The job is to find each line in the entries holding the string "AVENUE" and copy that line.

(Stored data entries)
-------

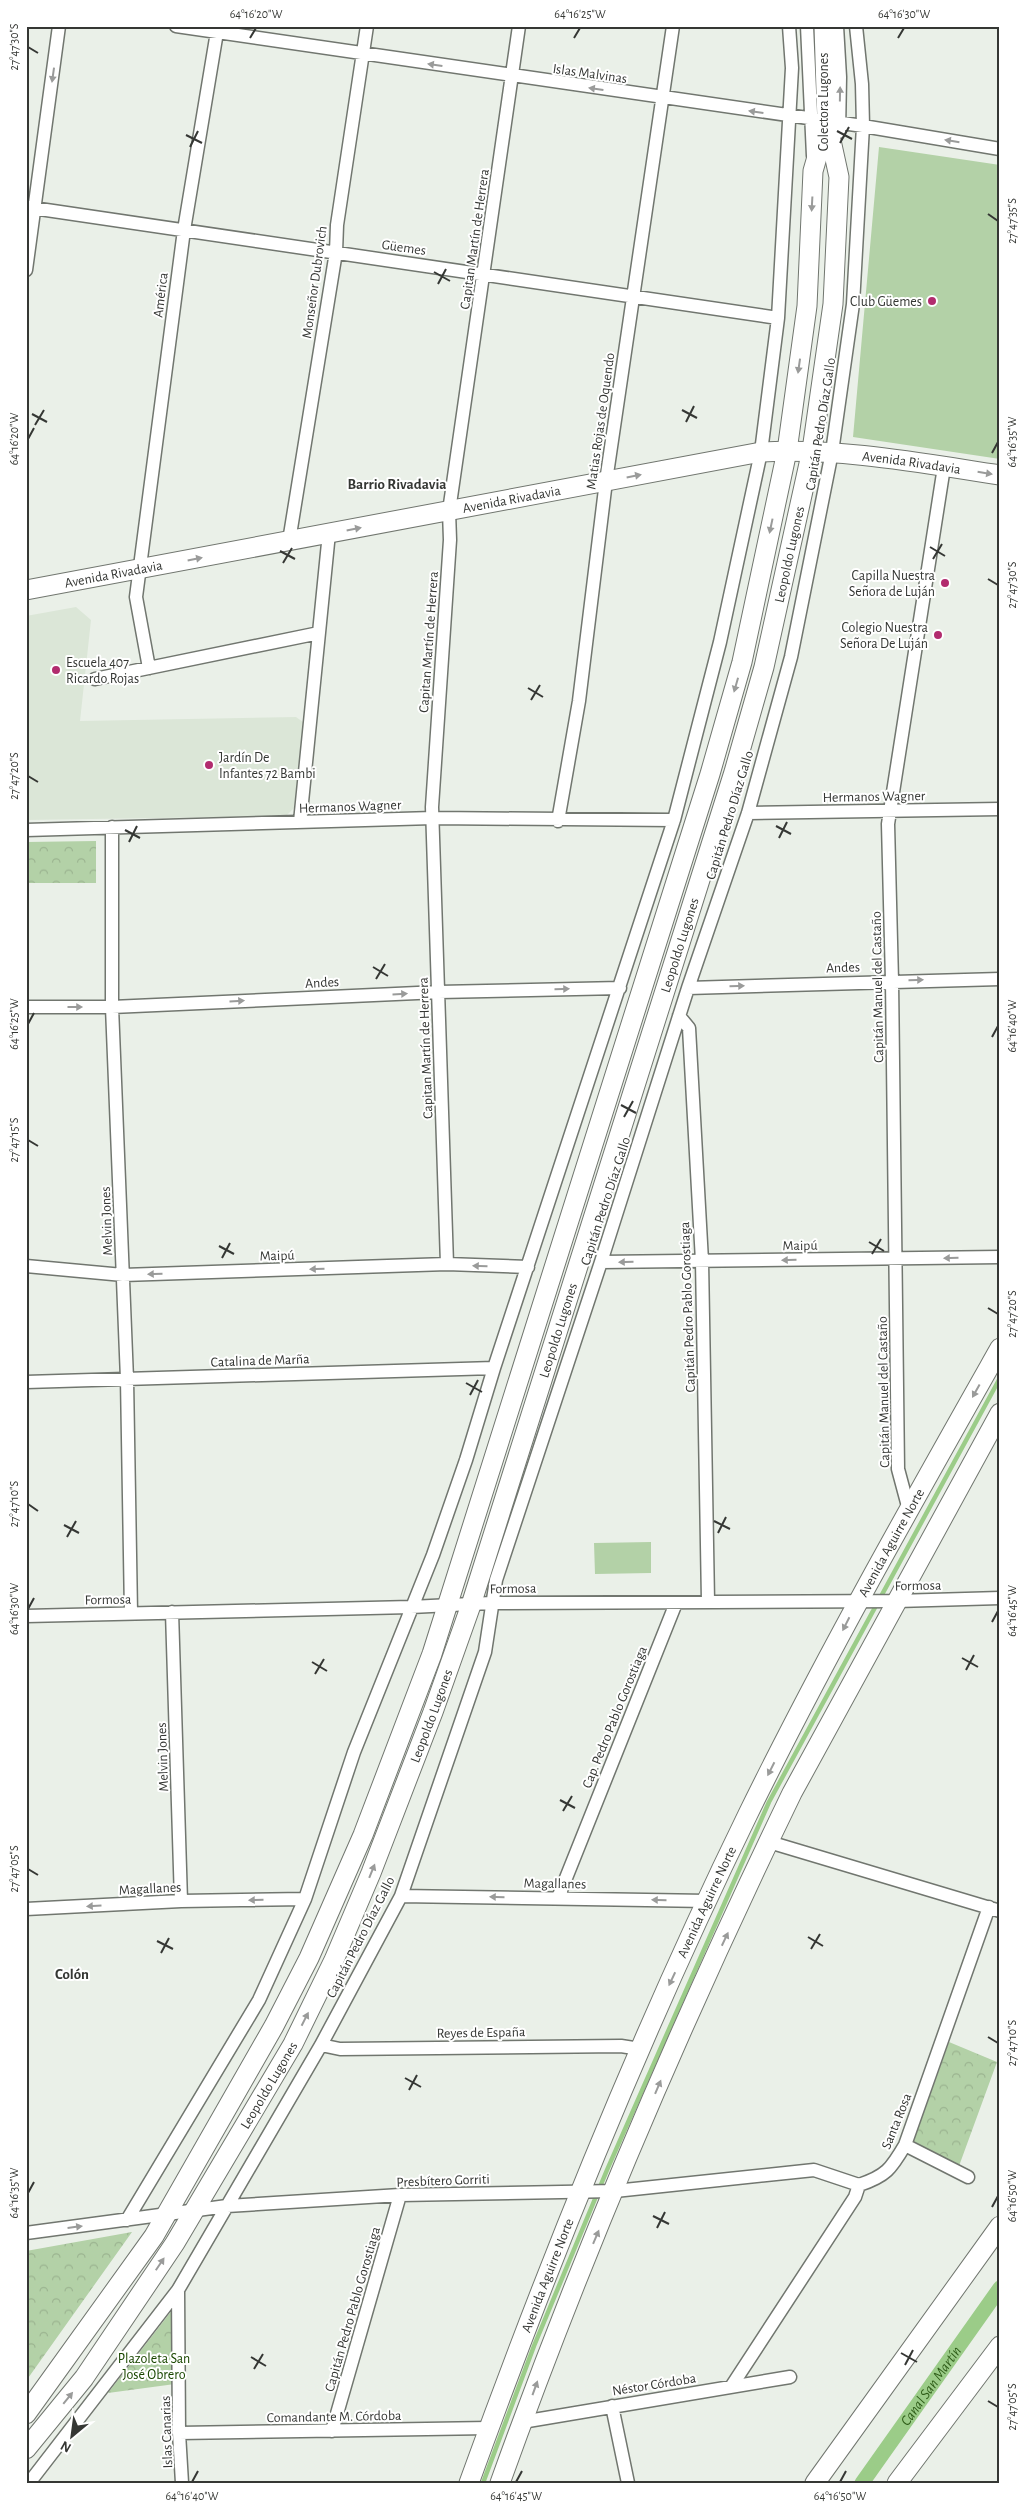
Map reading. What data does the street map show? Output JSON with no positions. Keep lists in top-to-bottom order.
{
  "streets": {
    "main road": ["Avenida Rivadavia", "Leopoldo Lugones", "Avenida Aguirre Norte"],
    "street": [
      "Islas Malvinas",
      "Colectora Lugones",
      "Capitan Martín de Herrera",
      "Güemes",
      "Monseñor Dubrovich",
      "América",
      "Matias Rojas de Oquendo",
      "Capitán Pedro Díaz Gallo",
      "Hermanos Wagner",
      "Andes",
      "Capitán Manuel del Castaño",
      "Melvin Jones",
      "Maipú",
      "Capitán Pedro Pablo Gorostiaga",
      "Catalina de Marña",
      "Formosa",
      "Cap. Pedro Pablo Gorostiaga",
      "Magallanes",
      "Reyes de España",
      "Santa Rosa",
      "Presbítero Gorriti",
      "Néstor Córdoba",
      "Comandante M. Córdoba",
      "Islas Canarias"
    ]
  },
  "crossings": [
    ["Islas Malvinas", "Colectora Lugones"],
    ["Islas Malvinas", "Capitan Martín de Herrera"],
    ["Islas Malvinas", "Monseñor Dubrovich"],
    ["Islas Malvinas", "América"],
    ["Islas Malvinas", "Matias Rojas de Oquendo"],
    ["Islas Malvinas", "Capitán Pedro Díaz Gallo"],
    ["Islas Malvinas", "Leopoldo Lugones"],
    ["Colectora Lugones", "Leopoldo Lugones"],
    ["Capitan Martín de Herrera", "Güemes"],
    ["Capitan Martín de Herrera", "Avenida Rivadavia"],
    ["Capitan Martín de Herrera", "Hermanos Wagner"],
    ["Capitan Martín de Herrera", "Andes"],
    ["Capitan Martín de Herrera", "Maipú"],
    ["Güemes", "Monseñor Dubrovich"],
    ["Güemes", "América"],
    ["Güemes", "Matias Rojas de Oquendo"],
    ["Monseñor Dubrovich", "Avenida Rivadavia"],
    ["América", "Avenida Rivadavia"],
    ["Matias Rojas de Oquendo", "Avenida Rivadavia"],
    ["Matias Rojas de Oquendo", "Hermanos Wagner"],
    ["Capitán Pedro Díaz Gallo", "Avenida Rivadavia"],
    ["Capitán Pedro Díaz Gallo", "Hermanos Wagner"],
    ["Capitán Pedro Díaz Gallo", "Andes"],
    ["Capitán Pedro Díaz Gallo", "Maipú"],
    ["Capitán Pedro Díaz Gallo", "Capitán Pedro Pablo Gorostiaga"],
    ["Capitán Pedro Díaz Gallo", "Formosa"],
    ["Capitán Pedro Díaz Gallo", "Magallanes"],
    ["Capitán Pedro Díaz Gallo", "Reyes de España"],
    ["Capitán Pedro Díaz Gallo", "Presbítero Gorriti"],
    ["Capitán Pedro Díaz Gallo", "Islas Canarias"],
    ["Avenida Rivadavia", "Leopoldo Lugones"],
    ["Avenida Rivadavia", "Capitán Manuel del Castaño"],
    ["Leopoldo Lugones", "Formosa"],
    ["Leopoldo Lugones", "Presbítero Gorriti"],
    ["Hermanos Wagner", "Capitán Manuel del Castaño"],
    ["Hermanos Wagner", "Melvin Jones"],
    ["Andes", "Capitán Manuel del Castaño"],
    ["Andes", "Melvin Jones"],
    ["Capitán Manuel del Castaño", "Maipú"],
    ["Capitán Manuel del Castaño", "Avenida Aguirre Norte"],
    ["Melvin Jones", "Maipú"],
    ["Melvin Jones", "Catalina de Marña"],
    ["Melvin Jones", "Formosa"],
    ["Melvin Jones", "Magallanes"],
    ["Maipú", "Capitán Pedro Pablo Gorostiaga"],
    ["Capitán Pedro Pablo Gorostiaga", "Formosa"],
    ["Capitán Pedro Pablo Gorostiaga", "Presbítero Gorriti"],
    ["Capitán Pedro Pablo Gorostiaga", "Comandante M. Córdoba"],
    ["Avenida Aguirre Norte", "Formosa"],
    ["Avenida Aguirre Norte", "Magallanes"],
    ["Avenida Aguirre Norte", "Reyes de España"],
    ["Avenida Aguirre Norte", "Presbítero Gorriti"],
    ["Avenida Aguirre Norte", "Comandante M. Córdoba"],
    ["Formosa", "Cap. Pedro Pablo Gorostiaga"],
    ["Cap. Pedro Pablo Gorostiaga", "Magallanes"],
    ["Santa Rosa", "Presbítero Gorriti"],
    ["Comandante M. Córdoba", "Islas Canarias"]
  ],
  "one_way": [
    "Islas Malvinas",
    "Avenida Rivadavia",
    "Andes",
    "Maipú",
    "Magallanes"
  ],
  "districts": ["Barrio Rivadavia", "Colón"],
  "water": ["Canal San Martín"],
  "parks": ["Plazoleta San José Obrero"],
  "places": [
    "Club Güemes",
    "Capilla Nuestra Señora de Luján",
    "Colegio Nuestra Señora De Luján",
    "Escuela 407 Ricardo Rojas",
    "Jardín De Infantes 72 Bambi"
  ],
  "north": "bottom left",
  "coordinates": [
    "64°16'20\"W",
    "64°16'25\"W",
    "64°16'30\"W",
    "27°47'30\"S",
    "27°47'35\"S",
    "64°16'35\"W",
    "27°47'20\"S",
    "64°16'40\"W",
    "27°47'15\"S",
    "27°47'10\"S",
    "64°16'45\"W",
    "27°47'05\"S",
    "64°16'50\"W"
  ]
}
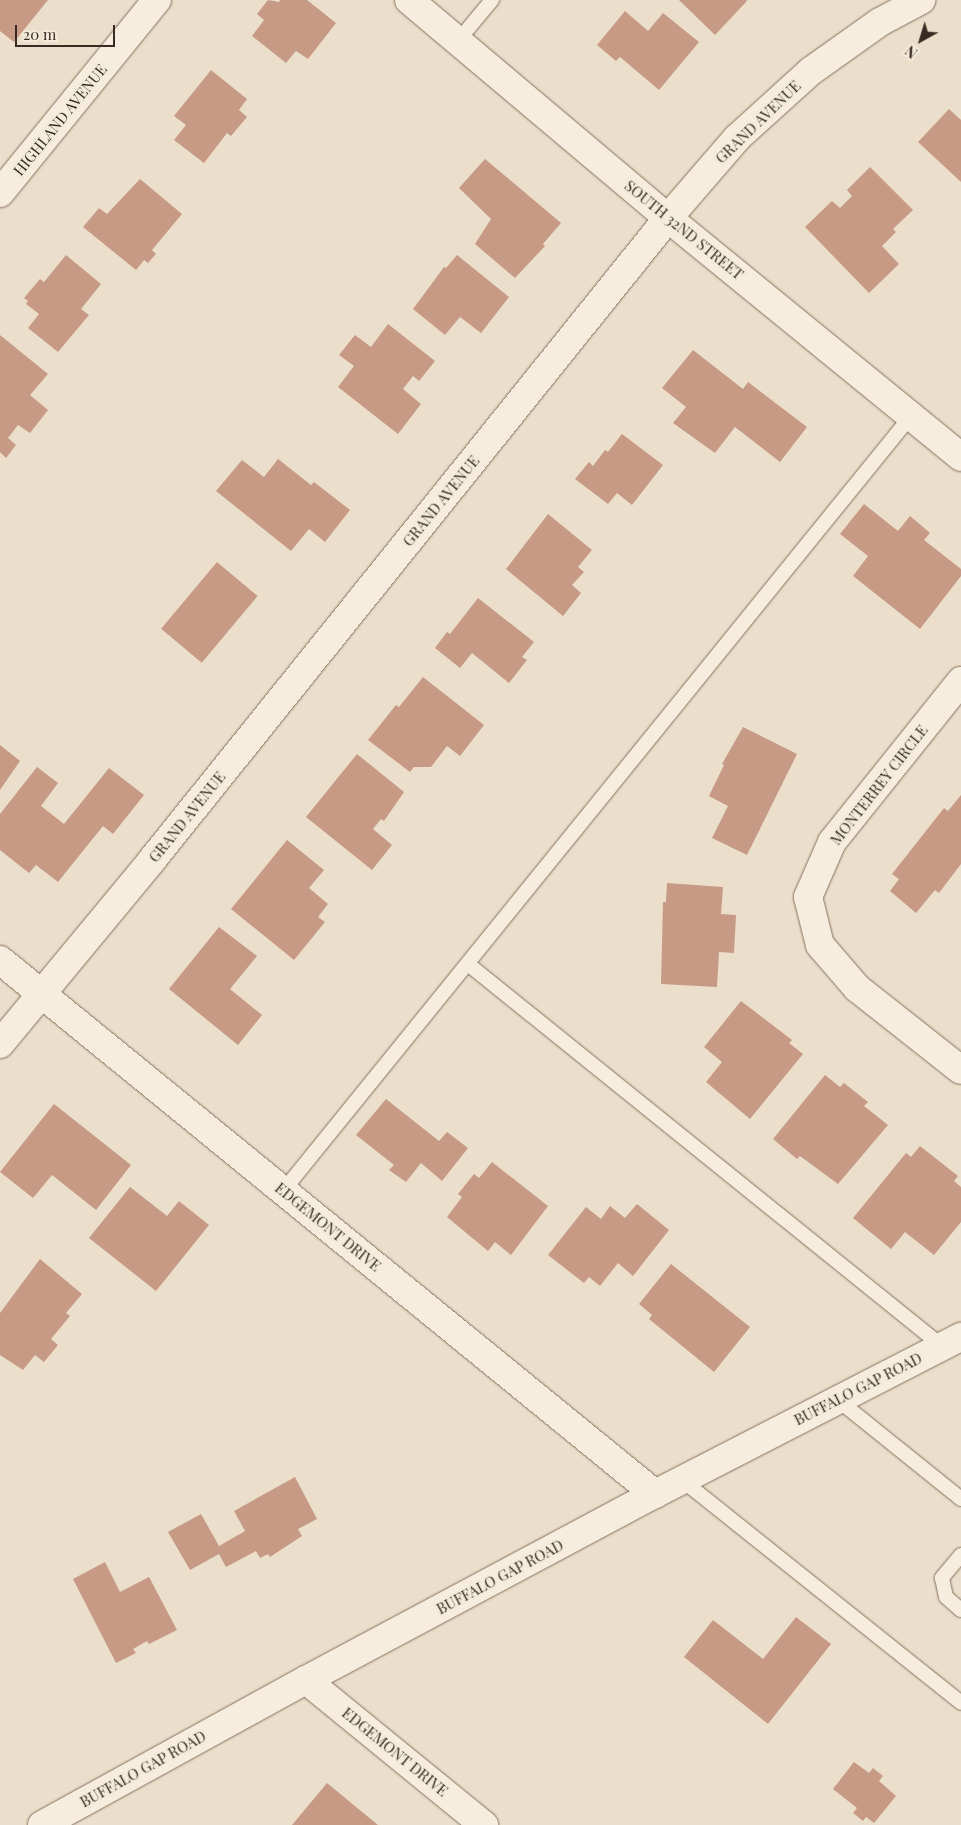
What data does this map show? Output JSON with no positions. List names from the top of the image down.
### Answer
{
  "streets": {
    "street": [
      "HIGHLAND AVENUE",
      "GRAND AVENUE",
      "SOUTH 32ND STREET",
      "MONTERREY CIRCLE",
      "EDGEMONT DRIVE",
      "BUFFALO GAP ROAD"
    ]
  },
  "crossings": [
    ["GRAND AVENUE", "SOUTH 32ND STREET"],
    ["GRAND AVENUE", "EDGEMONT DRIVE"],
    ["EDGEMONT DRIVE", "BUFFALO GAP ROAD"]
  ],
  "scale_bar": "20 m",
  "north": "bottom left"
}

-------

Solution for this task »
      "HIGHLAND AVENUE",
      "GRAND AVENUE",
    ["GRAND AVENUE", "SOUTH 32ND STREET"],
    ["GRAND AVENUE", "EDGEMONT DRIVE"],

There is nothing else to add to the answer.